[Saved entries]
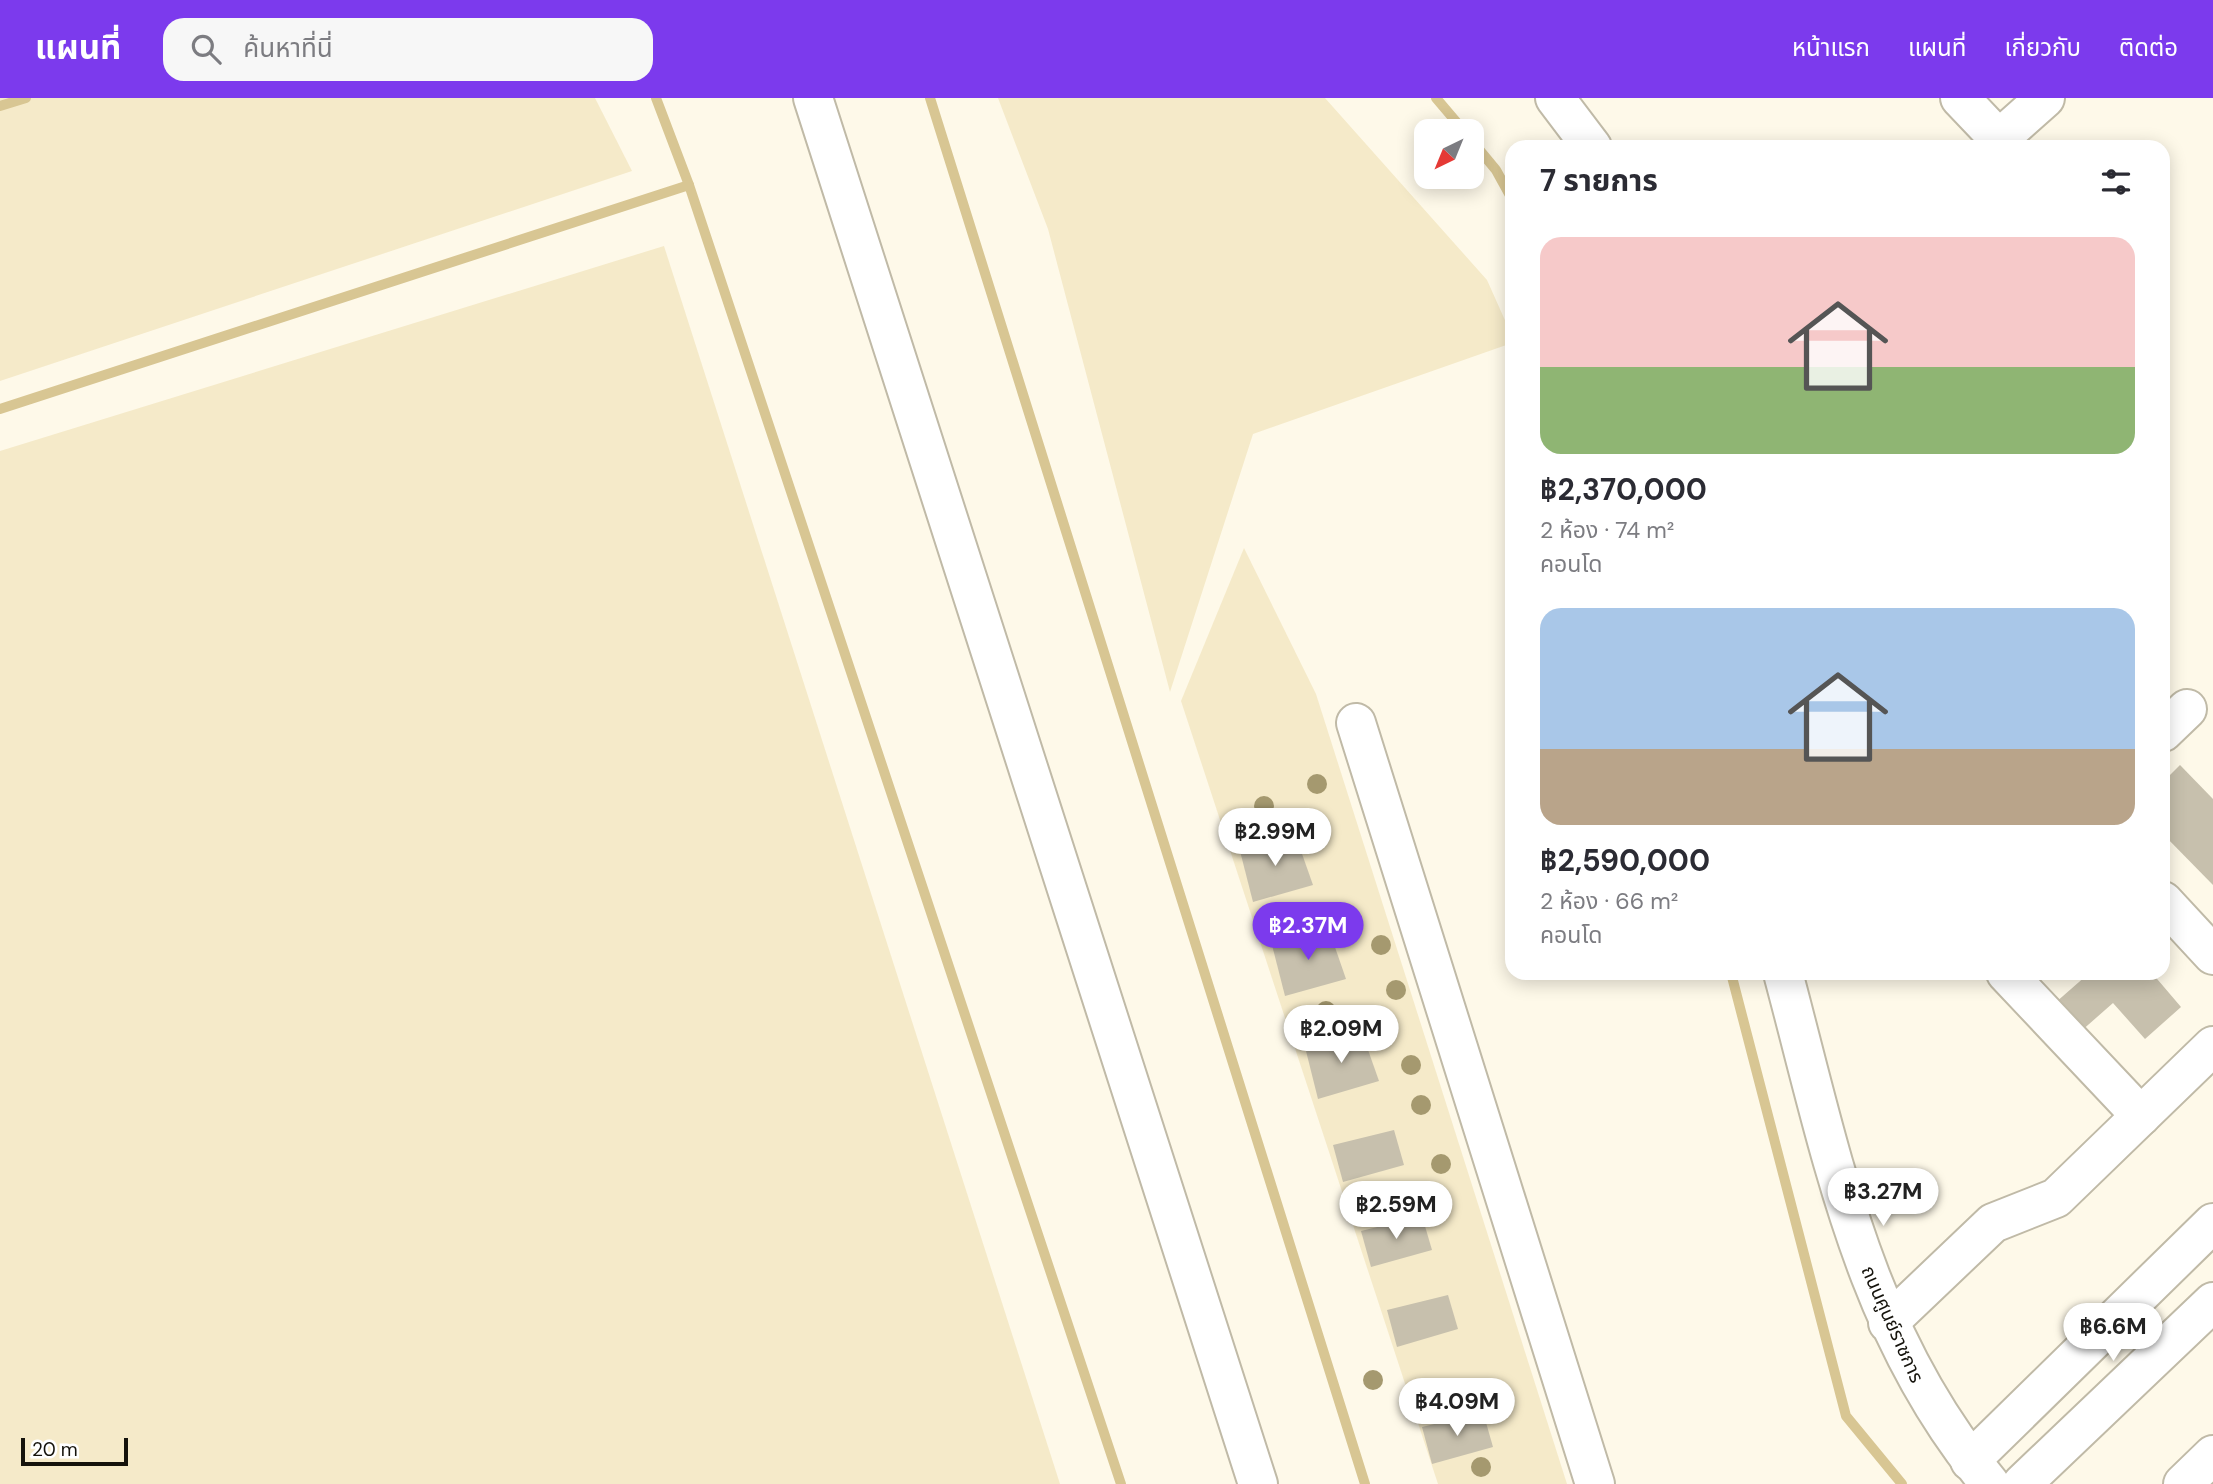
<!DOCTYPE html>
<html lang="th">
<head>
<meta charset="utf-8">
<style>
	body { margin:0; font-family:"DM Sans","Noto Sans Thai",sans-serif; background:#f7f7f7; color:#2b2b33; height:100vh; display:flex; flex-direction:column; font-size:26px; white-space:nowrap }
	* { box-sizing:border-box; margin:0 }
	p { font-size:23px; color:#7c7c81 }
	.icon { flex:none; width:38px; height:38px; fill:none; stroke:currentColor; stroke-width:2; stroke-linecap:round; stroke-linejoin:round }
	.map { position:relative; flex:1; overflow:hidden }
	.drawer { position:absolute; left:1505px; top:42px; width:665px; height:840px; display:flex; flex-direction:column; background:#fff; border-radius:21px; box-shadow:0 4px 18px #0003 }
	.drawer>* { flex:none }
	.needle { width:46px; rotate:223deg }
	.buttons { position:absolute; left:1414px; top:21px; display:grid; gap:14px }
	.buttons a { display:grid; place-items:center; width:70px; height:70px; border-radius:14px; background:#fff; box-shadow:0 4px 18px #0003; font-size:35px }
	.scale { position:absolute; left:21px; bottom:18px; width:107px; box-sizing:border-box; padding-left:7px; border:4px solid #15130c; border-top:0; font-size:19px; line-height:24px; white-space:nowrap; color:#15130c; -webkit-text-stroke:5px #fff; paint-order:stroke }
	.price { position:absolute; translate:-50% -60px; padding:0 16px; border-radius:24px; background:#fff; color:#222; font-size:23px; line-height:46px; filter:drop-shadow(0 2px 4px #0008) }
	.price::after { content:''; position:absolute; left:50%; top:42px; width:21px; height:16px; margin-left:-10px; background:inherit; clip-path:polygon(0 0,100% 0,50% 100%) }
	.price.selected { background:#7c3aed; color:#fff }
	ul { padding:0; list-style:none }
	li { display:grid; align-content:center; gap:14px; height:371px; padding:0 35px }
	li span { display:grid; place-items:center; height:217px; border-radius:21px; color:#555 }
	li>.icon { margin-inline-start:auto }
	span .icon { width:126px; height:126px; fill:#fffc; stroke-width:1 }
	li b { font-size:30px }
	h2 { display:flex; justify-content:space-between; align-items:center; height:84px; padding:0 35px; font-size:30px }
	header { display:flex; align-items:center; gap:42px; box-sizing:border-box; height:98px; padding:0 35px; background:#7c3aed; color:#fff }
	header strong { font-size:33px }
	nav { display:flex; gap:38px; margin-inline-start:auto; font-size:24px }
	.search { width:490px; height:63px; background:#f7f7f7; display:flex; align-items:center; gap:18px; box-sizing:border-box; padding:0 24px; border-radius:21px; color:#7c7c81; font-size:26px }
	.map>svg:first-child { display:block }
</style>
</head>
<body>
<header>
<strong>แผนที่</strong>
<div class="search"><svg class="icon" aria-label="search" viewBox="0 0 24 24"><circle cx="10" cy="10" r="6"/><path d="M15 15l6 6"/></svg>ค้นหาที่นี่</div>
<nav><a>หน้าแรก</a><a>แผนที่</a><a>เกี่ยวกับ</a><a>ติดต่อ</a></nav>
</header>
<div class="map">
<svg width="2213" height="1386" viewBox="0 0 2213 1386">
	<rect width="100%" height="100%" fill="#fef9e9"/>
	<g fill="#f5eac9">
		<polygon points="0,0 595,0 632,73 0,283"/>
		<polygon points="998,0 1325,0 1487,182 1512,238 1512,245 1253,336 1170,594 1048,131"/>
		<polygon points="664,148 1060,1386 0,1386 0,353"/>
		<polygon points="1244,450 1316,596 1567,1386 1438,1386 1181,603"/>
	</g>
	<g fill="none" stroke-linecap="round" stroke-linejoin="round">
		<g stroke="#d8c693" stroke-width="10">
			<polyline points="656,0 689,87 1121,1386"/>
			<polyline points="930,0 1365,1386"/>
			<polyline points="1436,0 1464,33"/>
			<polyline points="0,8 26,0"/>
			<polyline points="1472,43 1496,72 1512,101"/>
			<polyline points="0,311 689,87"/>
			<polyline points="1731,875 1846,1318 1902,1386"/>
		</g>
	</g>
	<g fill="#c7c0ad">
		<polygon points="2180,667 2213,701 2213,787 2163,736 2163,684"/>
		<polygon points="1295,736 1313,787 1253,804 1240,753"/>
		<polygon points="1328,829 1346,881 1285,898 1272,847"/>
		<polygon points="2086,875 2152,875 2181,909 2145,941 2113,905 2080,934 2055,905 2087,877"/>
		<polygon points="1361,932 1379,983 1318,1001 1305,949"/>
		<polygon points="1394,1032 1404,1067 1343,1084 1333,1047"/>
		<polygon points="1422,1118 1432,1152 1371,1169 1361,1133"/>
		<polygon points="1448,1197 1458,1231 1397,1249 1387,1212"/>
		<polygon points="1483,1314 1493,1349 1432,1366 1422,1329"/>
	</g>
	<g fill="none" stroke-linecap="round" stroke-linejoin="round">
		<g stroke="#c0baa7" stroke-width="42">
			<g id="minor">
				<polyline points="813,0 1258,1386"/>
				<polyline points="1555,0 1592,49"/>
				<polyline points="1960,0 1999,41 2045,0"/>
				<polyline points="1356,625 1595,1386"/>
				<polyline points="2163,634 2187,611"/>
				<polyline points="2163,803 2213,857"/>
				<path d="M1783 875C1832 1058 1864 1236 1990 1386"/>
				<polyline points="2006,875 2141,1018"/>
				<polyline points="1888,1225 1993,1125 2056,1100 2213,948"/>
				<polyline points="1970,1363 2213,1125"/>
				<polyline points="2022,1386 2213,1204"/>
				<polyline points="2183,1386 2213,1357"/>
			</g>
		</g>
		<use href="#minor" stroke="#fff" stroke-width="38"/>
	</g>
	<g fill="#a5996f">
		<circle cx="1317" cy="686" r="10"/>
		<circle cx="1264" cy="708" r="10"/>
		<circle cx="1381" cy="847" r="10"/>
		<circle cx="1396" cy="892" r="10"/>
		<circle cx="1326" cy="913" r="10"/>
		<circle cx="1411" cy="967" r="10"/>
		<circle cx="1421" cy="1007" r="10"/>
		<circle cx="1441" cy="1066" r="10"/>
		<circle cx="1378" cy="1097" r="10"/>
		<circle cx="1373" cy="1282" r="10"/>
		<circle cx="1480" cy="1291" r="10"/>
		<circle cx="1481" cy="1369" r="10"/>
	</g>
	<g text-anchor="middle" stroke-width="5" stroke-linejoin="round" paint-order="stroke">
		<g font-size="19" fill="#15130c" stroke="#fff">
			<text transform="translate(1893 1226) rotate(66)" y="7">ถนนศูนย์ราชการ</text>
		</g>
	</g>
</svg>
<div class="buttons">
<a><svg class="needle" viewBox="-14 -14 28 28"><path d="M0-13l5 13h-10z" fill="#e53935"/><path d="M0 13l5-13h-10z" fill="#7c7c81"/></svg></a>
</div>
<div class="scale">20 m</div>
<b class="price" style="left:1275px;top:770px">฿2.99M</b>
<b class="price selected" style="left:1308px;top:864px">฿2.37M</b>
<b class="price" style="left:1341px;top:967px">฿2.09M</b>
<b class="price" style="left:1883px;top:1130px">฿3.27M</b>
<b class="price" style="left:1396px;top:1143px">฿2.59M</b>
<b class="price" style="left:2113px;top:1265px">฿6.6M</b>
<b class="price" style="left:1457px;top:1340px">฿4.09M</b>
<section class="drawer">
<h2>7 รายการ<svg class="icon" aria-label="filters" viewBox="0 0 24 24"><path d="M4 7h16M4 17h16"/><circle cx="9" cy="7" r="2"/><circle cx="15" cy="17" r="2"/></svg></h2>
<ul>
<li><span style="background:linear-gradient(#f6c9c9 60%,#8fb573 0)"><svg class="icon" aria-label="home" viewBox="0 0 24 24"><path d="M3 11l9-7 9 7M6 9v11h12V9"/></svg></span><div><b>฿2,370,000</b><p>2 ห้อง · 74 m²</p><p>คอนโด</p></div></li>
<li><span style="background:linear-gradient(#a9c7e8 65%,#b9a48a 0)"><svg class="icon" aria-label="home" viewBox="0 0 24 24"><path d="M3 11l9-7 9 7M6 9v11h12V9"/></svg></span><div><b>฿2,590,000</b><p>2 ห้อง · 66 m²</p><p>คอนโด</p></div></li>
</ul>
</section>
</div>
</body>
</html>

- **WHAT THE EXERCISE ASKS**
All lines above that include the word "scale" should be located and copied.

- **YOUR SOLUTION**
	.scale { position:absolute; left:21px; bottom:18px; width:107px; box-sizing:border-box; padding-left:7px; border:4px solid #15130c; border-top:0; font-size:19px; line-height:24px; white-space:nowrap; color:#15130c; -webkit-text-stroke:5px #fff; paint-order:stroke }
<div class="scale">20 m</div>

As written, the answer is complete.